5. Pulse several times until well combined.
6. Pour dressing over kale and fennel mixture and toss to combine.

Cook’s Note: We recommend slicing the fennel on a mandolin.

Nutrition Facts for one serving (¼ recipe): 200 calories, 15 g total fat; 1 g saturated fat; 0 mg cholesterol; 190 mg sodium; 18 g carbohydrate; 2 g fiber; 3 g protein.
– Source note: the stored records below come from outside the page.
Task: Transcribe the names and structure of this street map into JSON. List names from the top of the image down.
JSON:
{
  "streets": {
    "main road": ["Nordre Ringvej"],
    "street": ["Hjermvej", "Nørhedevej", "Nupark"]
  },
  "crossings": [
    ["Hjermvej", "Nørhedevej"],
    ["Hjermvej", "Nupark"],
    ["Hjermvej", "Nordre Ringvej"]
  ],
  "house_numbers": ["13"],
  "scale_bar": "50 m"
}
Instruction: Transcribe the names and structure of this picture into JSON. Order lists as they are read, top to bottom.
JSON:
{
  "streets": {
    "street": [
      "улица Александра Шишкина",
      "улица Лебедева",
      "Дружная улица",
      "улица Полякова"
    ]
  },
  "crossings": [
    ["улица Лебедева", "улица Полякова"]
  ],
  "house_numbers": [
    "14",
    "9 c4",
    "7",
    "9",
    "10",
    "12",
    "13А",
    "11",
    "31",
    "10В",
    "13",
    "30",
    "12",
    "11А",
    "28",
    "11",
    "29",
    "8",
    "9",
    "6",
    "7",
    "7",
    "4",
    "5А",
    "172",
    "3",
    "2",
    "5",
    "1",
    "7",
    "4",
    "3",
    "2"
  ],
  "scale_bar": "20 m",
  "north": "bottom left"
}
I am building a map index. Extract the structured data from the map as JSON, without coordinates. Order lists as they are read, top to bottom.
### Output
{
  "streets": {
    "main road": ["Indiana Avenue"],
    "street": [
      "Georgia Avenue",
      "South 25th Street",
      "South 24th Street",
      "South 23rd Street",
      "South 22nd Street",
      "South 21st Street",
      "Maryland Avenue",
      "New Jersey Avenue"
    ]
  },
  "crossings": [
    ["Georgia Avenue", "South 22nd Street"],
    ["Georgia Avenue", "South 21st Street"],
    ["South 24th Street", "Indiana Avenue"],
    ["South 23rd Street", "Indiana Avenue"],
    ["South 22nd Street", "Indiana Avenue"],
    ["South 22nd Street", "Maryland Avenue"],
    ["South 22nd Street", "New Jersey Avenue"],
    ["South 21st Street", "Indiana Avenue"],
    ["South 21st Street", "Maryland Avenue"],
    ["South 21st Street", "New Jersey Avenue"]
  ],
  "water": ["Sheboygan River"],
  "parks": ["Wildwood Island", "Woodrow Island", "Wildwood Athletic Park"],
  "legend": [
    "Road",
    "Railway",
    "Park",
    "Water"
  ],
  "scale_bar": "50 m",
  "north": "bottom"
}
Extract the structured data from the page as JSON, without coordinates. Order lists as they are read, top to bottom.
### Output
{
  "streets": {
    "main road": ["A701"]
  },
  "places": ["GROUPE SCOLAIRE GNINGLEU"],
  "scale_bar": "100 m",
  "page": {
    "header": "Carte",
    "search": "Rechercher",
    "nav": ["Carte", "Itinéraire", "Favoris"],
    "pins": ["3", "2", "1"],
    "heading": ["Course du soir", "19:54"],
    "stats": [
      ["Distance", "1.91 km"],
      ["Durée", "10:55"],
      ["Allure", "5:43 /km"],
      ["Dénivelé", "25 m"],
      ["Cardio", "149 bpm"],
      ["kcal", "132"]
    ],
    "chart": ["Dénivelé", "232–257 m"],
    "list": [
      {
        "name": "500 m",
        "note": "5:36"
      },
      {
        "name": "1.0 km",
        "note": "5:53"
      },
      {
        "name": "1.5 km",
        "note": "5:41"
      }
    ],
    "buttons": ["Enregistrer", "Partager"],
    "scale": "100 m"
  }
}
Sesame Bite Salad with Cucumber Vinaigrette

Prep Time: 20 minutes
Cook Time: 20 minutes

Cucumber Vinaigrette
1 small cucumber about  (5 ounces)
1 tablespoon rice wine vinegar
3 tablespoons canola oil
½ teaspoon toasted sesame oil
1 teaspoon granulated sugar
½ teaspoon kosher salt
¼ teaspoon red pepper flakes

Sesame Bites
6 ounces extra firm tofu
6 tablespoons toasted sesame seeds
2 teaspoons powdered sugar
¼ teaspoon kosher salt
¼ teaspoon white pepper
2 tablespoons toasted sesame oil

8 ounces red butter lettuce (about 1 head), chopped
2 carrots, sliced into rounds
1 small cucumber (about 5 ounces), sliced into rounds
1 yellow bell pepper, thinly sliced

1. To make the vinaigrette cut the cucumber into a 4 pieces. Add cucumber, vinegar, canola oil, ½ teaspoon sesame oil, granulated sugar, ½ teaspoon salt and red pepper flakes to a blender. Process on high about 45 seconds or until well blended. Set aside.
2. Drain tofu. Slice tofu in half horizontally from right to left. Cut one half into 12 equal squares and set aside. Save the remaining tofu for another use.
3. Combine sesame seeds, powdered sugar, ¼ teaspoon kosher salt and pepper in a small mixing bowl. Mix well and set aside.
4. Pour 2 tablespoons of sesame oil into a small mixing bowl.
5. Place 1 tofu square into the sesame oil and coat each side evenly. Next place the tofu square into the sesame seed mixture and toss to coat. When all sides are evenly coated in seeds, transfer the tofu square to a non-stick sheet pan. Repeat process.
6. Bake tofu squares in a convection oven at 375 degrees for about 20 minutes. Remove and let cool.
7. Make the salad by combining the lettuce, carrots, cucumber and bell pepper in a large bowl. Pour cucumber vinaigrette over salad and gently toss.
8. Divide salad into 4 portions and top with 4 sesame squares per plate.

Nutrition Facts for one serving (1/4 of recipe):  320 calories; 26g total fat; 3g saturated fat; 0mg cholesterol; 390mg sodium; 16g carbohydrate; 5g fiber; 9g protein.